Die Auseinandersetzung in der Ukraine ist in eine neue Phase gekommen. Die Ost-Ukraine, wo die ukrainische Industrie und die Kohlenbergwerke konzentriert sind und der größte Teil der russischsprachigen Bevölkerung wohnt, ist gegen die neue faschistisch-liberale Regierung aufgestanden.

In Donezk, Lugansk, Charkow, Mykolajiw sind die tausende Menschen auf die Straße gegangen. Die Selbstorganisation des Volkes ist stark. Die Menschen besetzen Staatsgebäuden, verschaffen sich Waffen und halten sie fest. Sie erhalten breite Unterstützung von der Stadtbevölkerung. Viele Betriebe im Osten streiken.

In Donezk wurde gestern durch die Volksversammlung die unabhängige Donezk-Republik ausgerufen.
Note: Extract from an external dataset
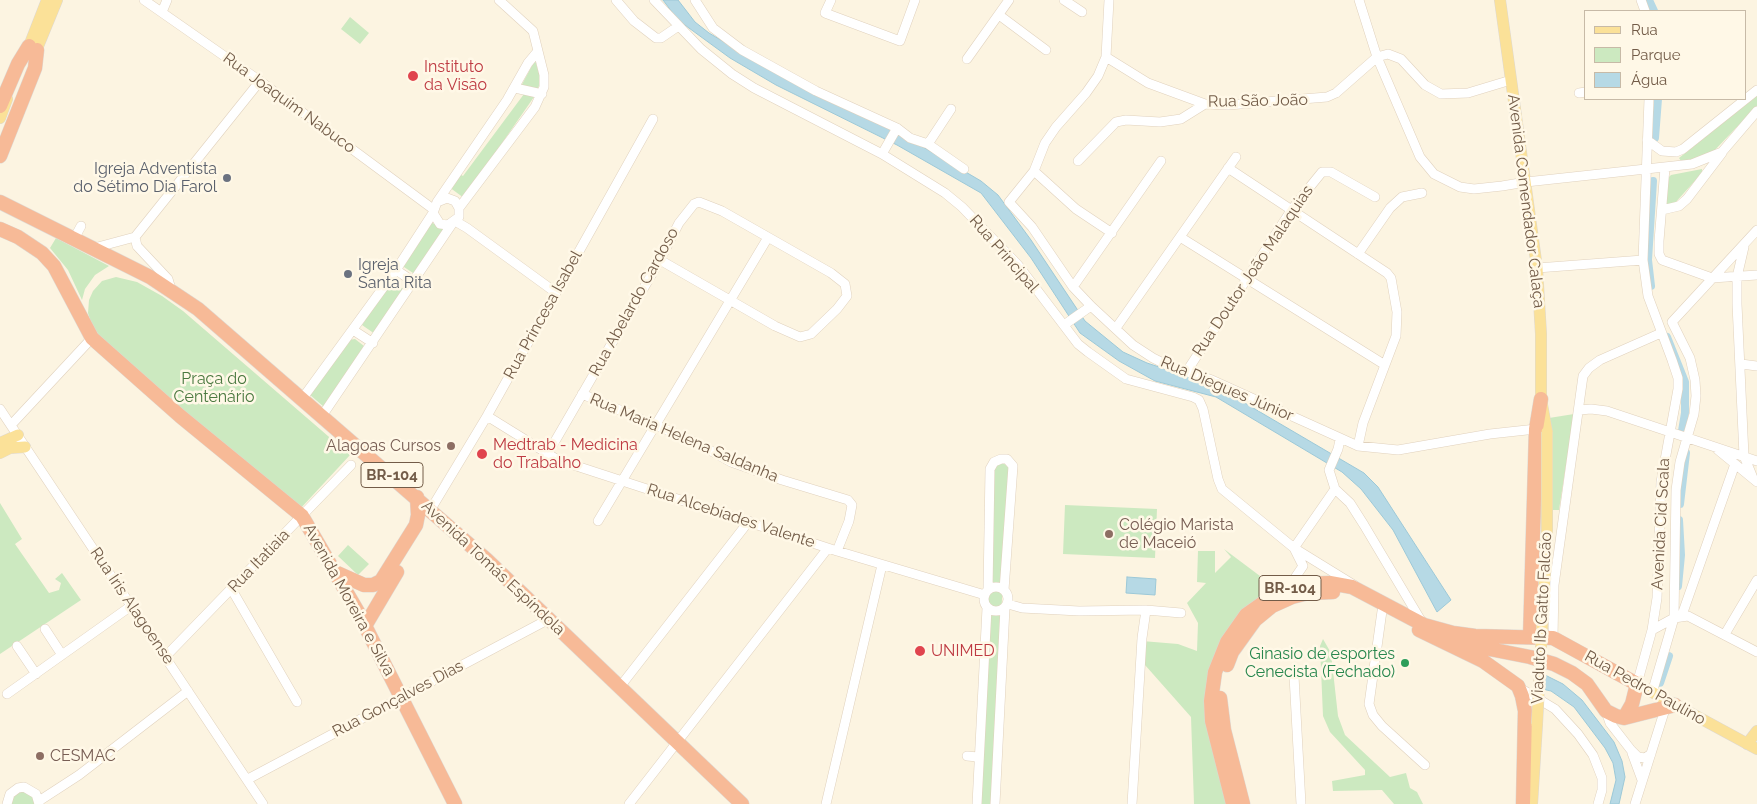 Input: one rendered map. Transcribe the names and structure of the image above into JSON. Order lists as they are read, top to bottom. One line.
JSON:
{"streets":{"highway":["BR-104","Avenida Tomás Espíndola","Avenida Moreira e Silva","Rua Pedro Paulino"],"main road":["Avenida Comendador Calaça","Viaduto Ib Gatto Falcão"],"street":["Rua São João","Rua Joaquim Nabuco","Rua Principal","Rua Doutor João Malaquias","Rua Abelardo Cardoso","Rua Princesa Isabel","Rua Diegues Júnior","Rua Maria Helena Saldanha","Rua Alcebíades Valente","Avenida Cid Scala","Rua Itatiaia","Rua Íris Alagoense","Rua Gonçalves Dias"]},"crossings":[["Rua Principal","BR-104"],["Rua Doutor João Malaquias","Rua Diegues Júnior"],["Rua Abelardo Cardoso","Rua Maria Helena Saldanha"],["Rua Abelardo Cardoso","Rua Alcebíades Valente"],["Rua Princesa Isabel","Rua Alcebíades Valente"],["Rua Princesa Isabel","Avenida Tomás Espíndola"],["Rua Diegues Júnior","Viaduto Ib Gatto Falcão"],["Rua Maria Helena Saldanha","Rua Alcebíades Valente"],["Rua Maria Helena Saldanha","Avenida Tomás Espíndola"],["BR-104","Rua Pedro Paulino"],["Avenida Cid Scala","Rua Pedro Paulino"],["Rua Itatiaia","Avenida Moreira e Silva"],["Rua Itatiaia","Rua Íris Alagoense"],["Avenida Tomás Espíndola","Rua Gonçalves Dias"],["Avenida Moreira e Silva","Rua Gonçalves Dias"],["Rua Íris Alagoense","Rua Gonçalves Dias"]],"parks":["Praça do Centenário"],"places":["Instituto da Visão","Igreja Adventista do Sétimo Dia Farol","Igreja Santa Rita","Alagoas Cursos","Medtrab - Medicina do Trabalho","Colégio Marista de Maceió","UNIMED","Ginasio de esportes Cenecista (Fechado)","CESMAC"],"legend":["Rua","Parque","Água"]}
Die Polizei ist unentschieden. Einerseits bleibt sie ein Instrument der Staatsrepression und wirkte in einigen Städten auf Befehlen aus Kiew stark gegen die Protestierenden. Gleichzeitig sind einige Polizisten aber auch nicht begeistert von der neuen Regierung, weil ihre Kollegen gerade ohne Beweise für die Toten auf dem Maidan verantwortlich erklärt und verurteilt wurden. Weil die faschistische Banden im Land die Oberhand haben, darf die Polizei nichts unternehmen. In Donezk und Lugansk war die Polizei eindeutig auf der Seite der Aufständischen.

Kiew entsandte eigene Truppen, die „Nationale Garde“ (faschistische Formierung des „Rechten Sektors“) und regierungstreue Polizei-Einheiten, um diesen Widerstand zu unterdrücken. So wurden gestern in Charkow gut 70 Menschen verhaftet. Dabei wurden sie brutal geschlagen und weggebracht, so dass keiner mehr etwas über ihre Schicksal äußern kann. Übrigens waren alle 70 ukrainische Bürger, Charkow-Einwohner, also kein einziger russischer Agent, wie uns die bürgerliche und ukrainische Presse erzählt!
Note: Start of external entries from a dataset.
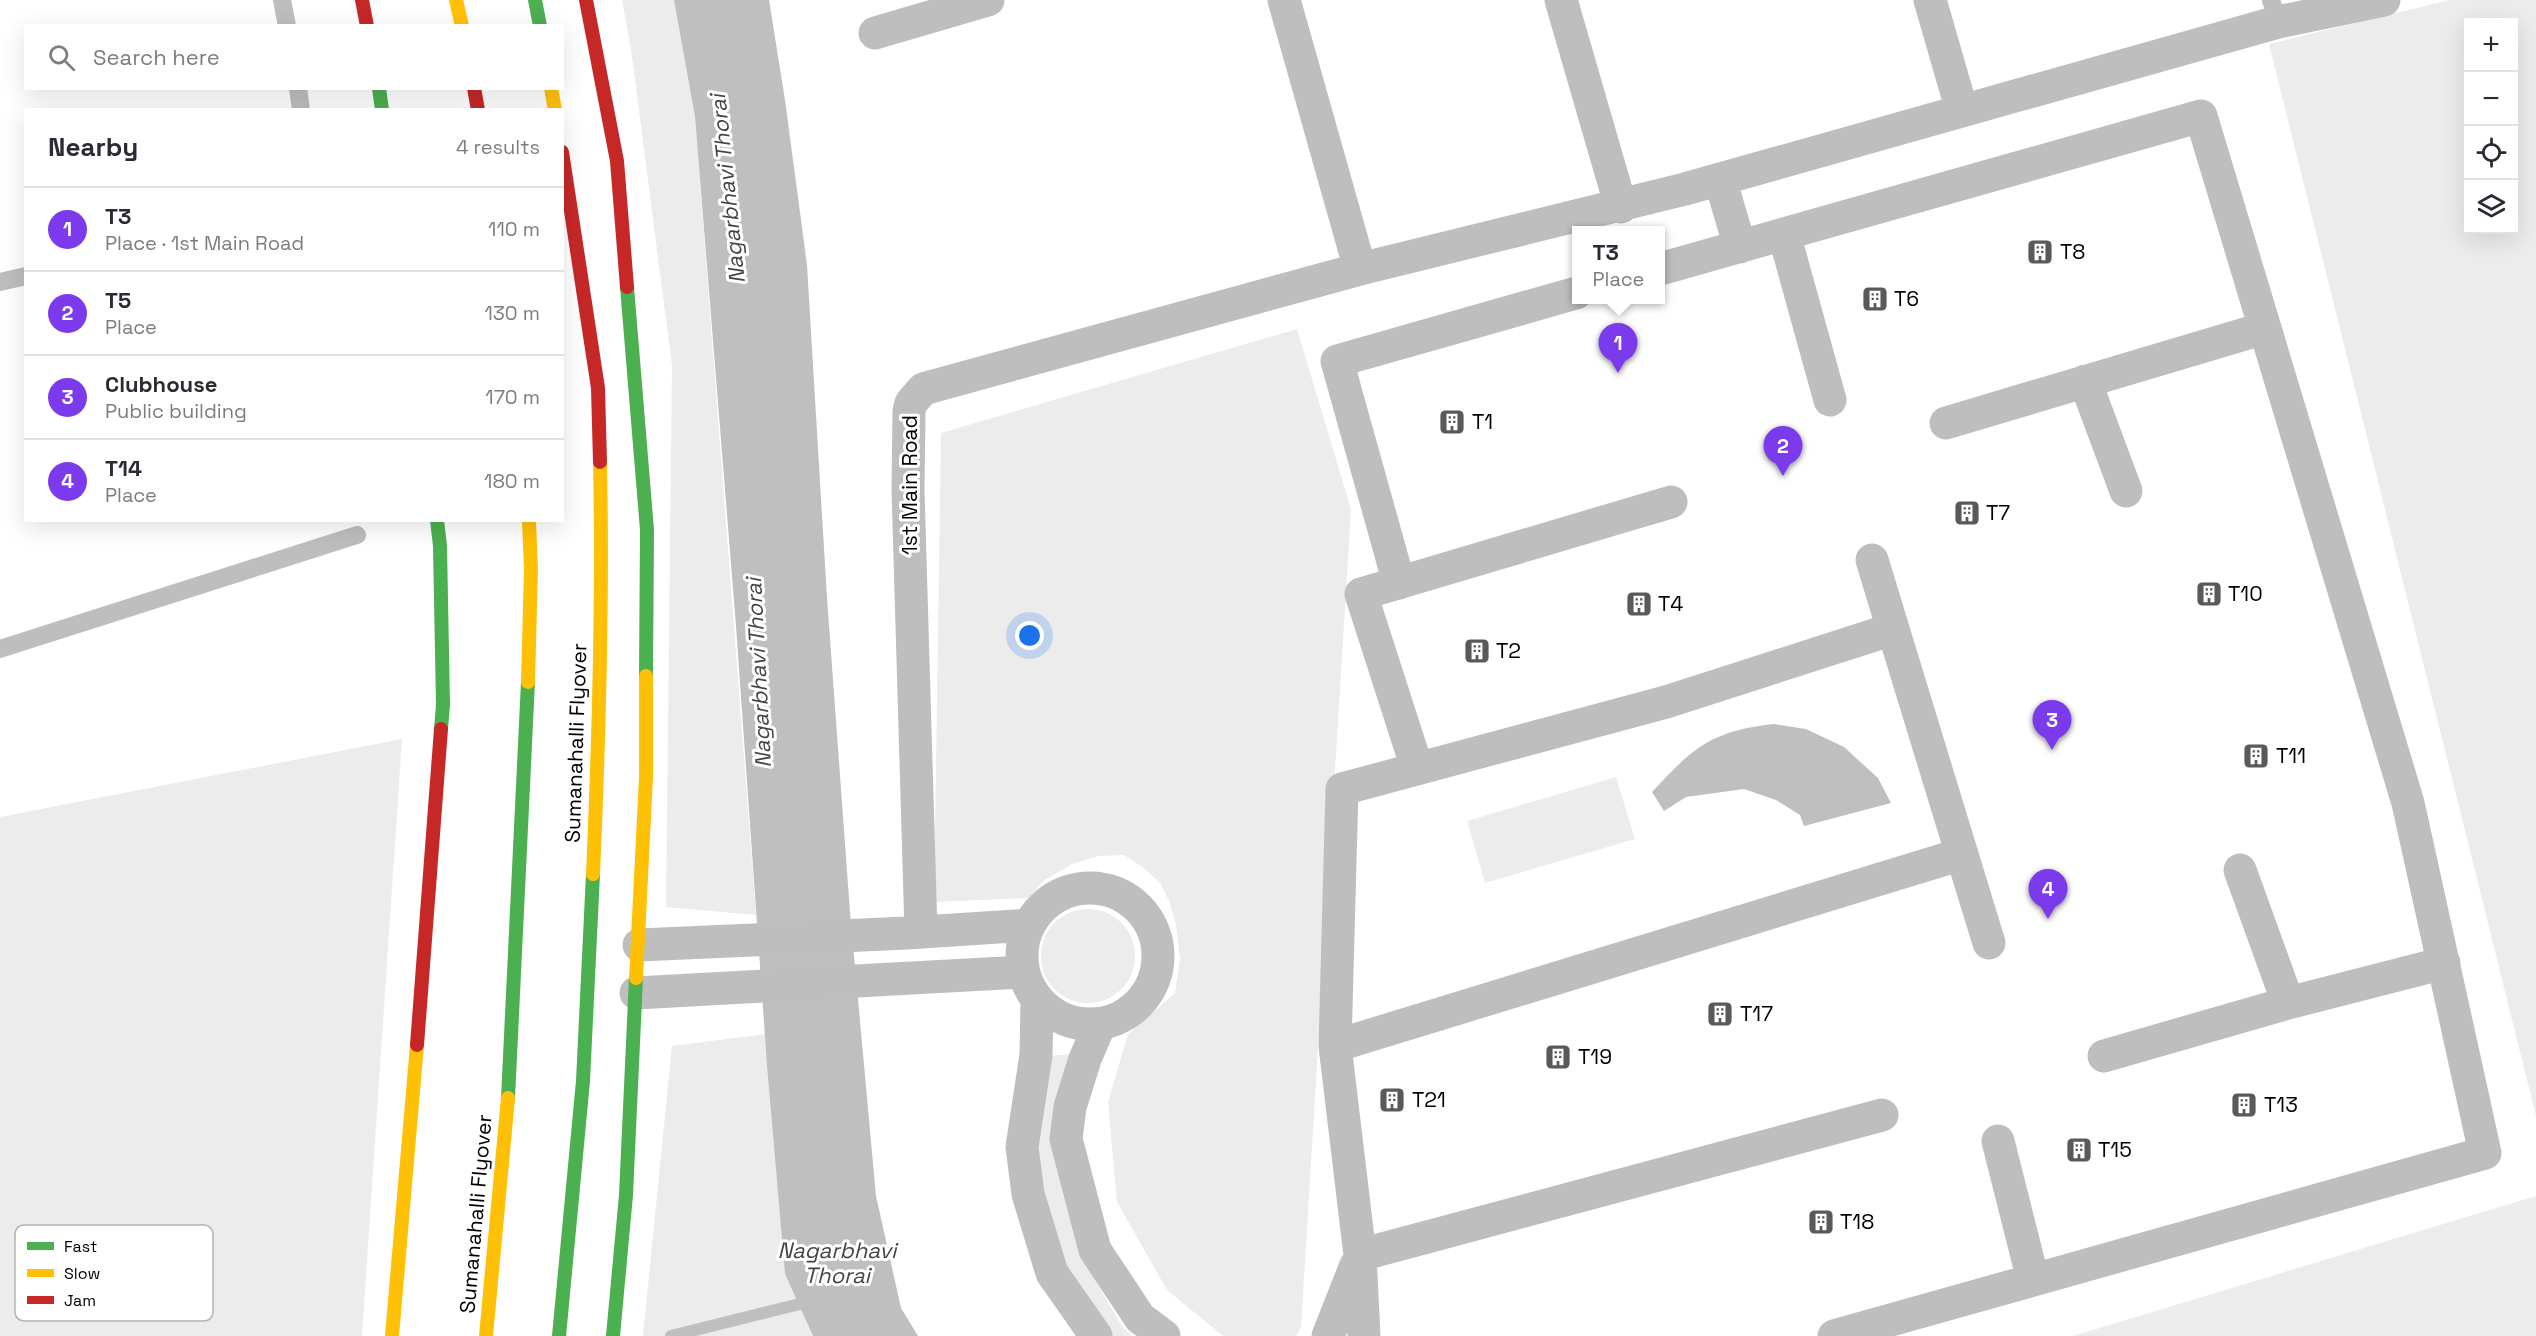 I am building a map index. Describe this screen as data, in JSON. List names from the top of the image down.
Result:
{
  "streets": {
    "main road": ["Sumanahalli Flyover"],
    "street": ["1st Main Road"]
  },
  "water": ["Nagarbhavi Thorai"],
  "places": {
    "building": [
      "T8",
      "T6",
      "T1",
      "T7",
      "T10",
      "T4",
      "T2",
      "T11",
      "T17",
      "T19",
      "T21",
      "T13",
      "T15",
      "T18"
    ]
  },
  "legend": ["Fast", "Slow", "Jam"],
  "page": {
    "map_buttons": ["+", "−"],
    "search": "Search here",
    "heading": ["Nearby", "4 results"],
    "list": [
      {
        "mark": "1",
        "name": "T3",
        "note": "Place · 1st Main Road",
        "value": "110 m"
      },
      {
        "mark": "2",
        "name": "T5",
        "note": "Place",
        "value": "130 m"
      },
      {
        "mark": "3",
        "name": "Clubhouse",
        "note": "Public building",
        "value": "170 m"
      },
      {
        "mark": "4",
        "name": "T14",
        "note": "Place",
        "value": "180 m"
      }
    ],
    "popup": ["T3", "Place"],
    "pins": [
      "1",
      "2",
      "3",
      "4"
    ]
  }
}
Der Kampf geht weiter, Nichts ist entschieden. Noch gestern hatten diese Menschen die Geduld, die Oligarchen und die kapitalistische Ausbeutung zu ertragen. Aber heute will die faschistische Regierung ihre letzten Grundrechte rauben, ihnen die eigene Sprache verbieten, ihre Denkmäler zerstören, ihre Helden bespucken und den Kult der Kollaborateure und SS-Bataillons einführen. Über die ukrainischen „Ossis“ wird in der Presse der „freien“ Ukraine sehr missbilligend und missachtend in den BRD-Medien gesprochen – sie sind ja für die ukrainischen Faschisten nur minderwertige Untermenschen; genauso wie die eigentlichen Russen.

So etwas können die Arbeiter nicht mehr ertragen, sie wehren sich.
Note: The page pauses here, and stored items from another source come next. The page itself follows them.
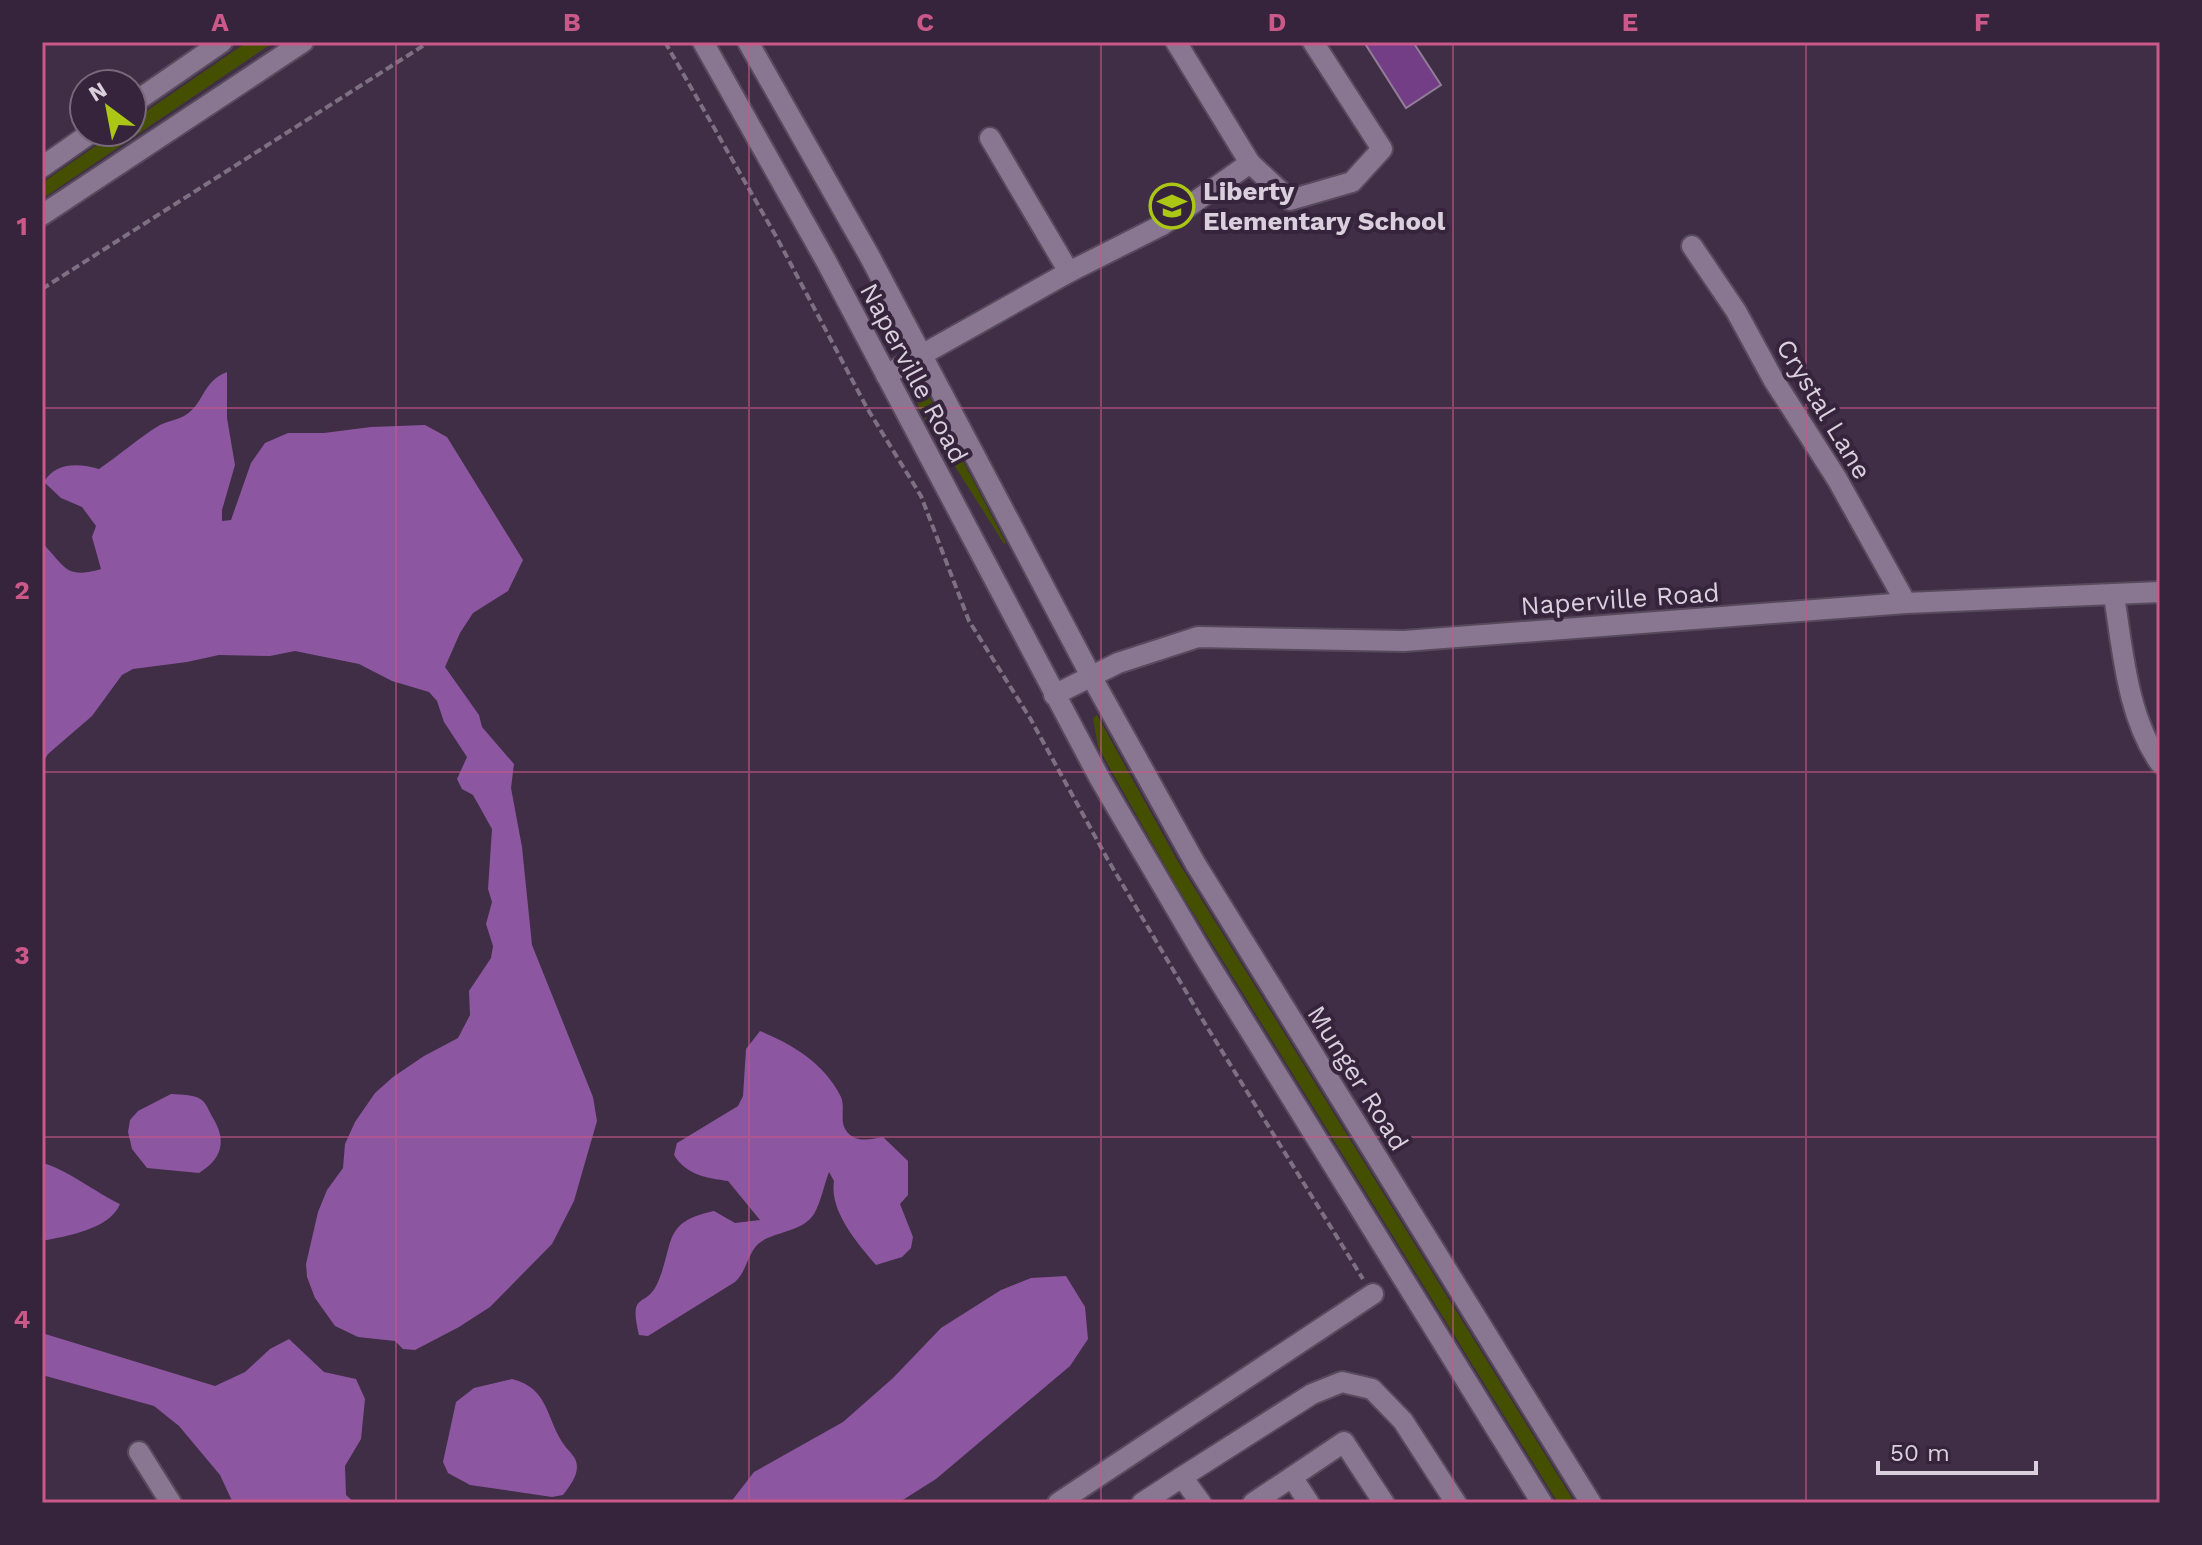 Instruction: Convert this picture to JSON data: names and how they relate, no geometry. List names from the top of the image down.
{
  "streets": {
    "street": ["Naperville Road", "Crystal Lane", "Munger Road"]
  },
  "crossings": [
    ["Naperville Road", "Crystal Lane"],
    ["Naperville Road", "Munger Road"]
  ],
  "places": {
    "school or university": ["Liberty Elementary School"]
  },
  "scale_bar": "50 m",
  "north": "top left",
  "grid": {
    "columns": [
      "A",
      "B",
      "C",
      "D",
      "E",
      "F"
    ],
    "rows": [
      "1",
      "2",
      "3",
      "4"
    ]
  }
}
Selbstverständlich wird von den bürgerlichen Medien erklärt, dass dieser Aufstand ausschließlich von verdeckten russischen Agenten gestiftet sei. Es gibt aber auch Berichte von Aufständischen: Gegen sie kämpfen englischsprachige, professionelle Soldaten! Es wurde festgestellt, dass die amerikanische private „Armee“ involviert ist. Die Firma Greystone, ein Teil des Söldner-Monopols Academi (früher Blackwater, später Xe Services), das bereits in den Kriegen in Irak, Afghanistan und vielen anderen Länder teilgenommen hat. Die Firma Greystone stellt jedem gut ausgebildete und bewaffnete Soldaten zur Verfügung. Es existieren mehrere Berichte, dass diese Söldner in Donezk und anderen Städten gesehen wurden und sie vermutlich die Unterdrückung des Aufstandes koordinieren.

Englisch sprechende Soldaten koordinieren die reaktionären Polizeieinsätze

Heute ist das Militär aus Kiew nach Donezk und Lugansk verschoben worden. Es rollen die Panzer, die Kampfmaschinen, die gut bewaffneten Militäreinheiten. Es kann schon heute Nacht, jederzeit, ein blutiger Bürgerkrieg ausbrechen!

Wir sprechen unsere Solidarität mit den kämpfenden antifaschistischen Kräften, den Arbeitern der Ost-Ukraine sowie Antifaschisten der West-Ukraine aus. Wir sind an ihrer Seite! Wir sind auf der Seite der ukrainischen Kommunisten und Antifaschisten, die sich im Moment im harten Klassenkampf gegen Faschismus und Krieg befinden.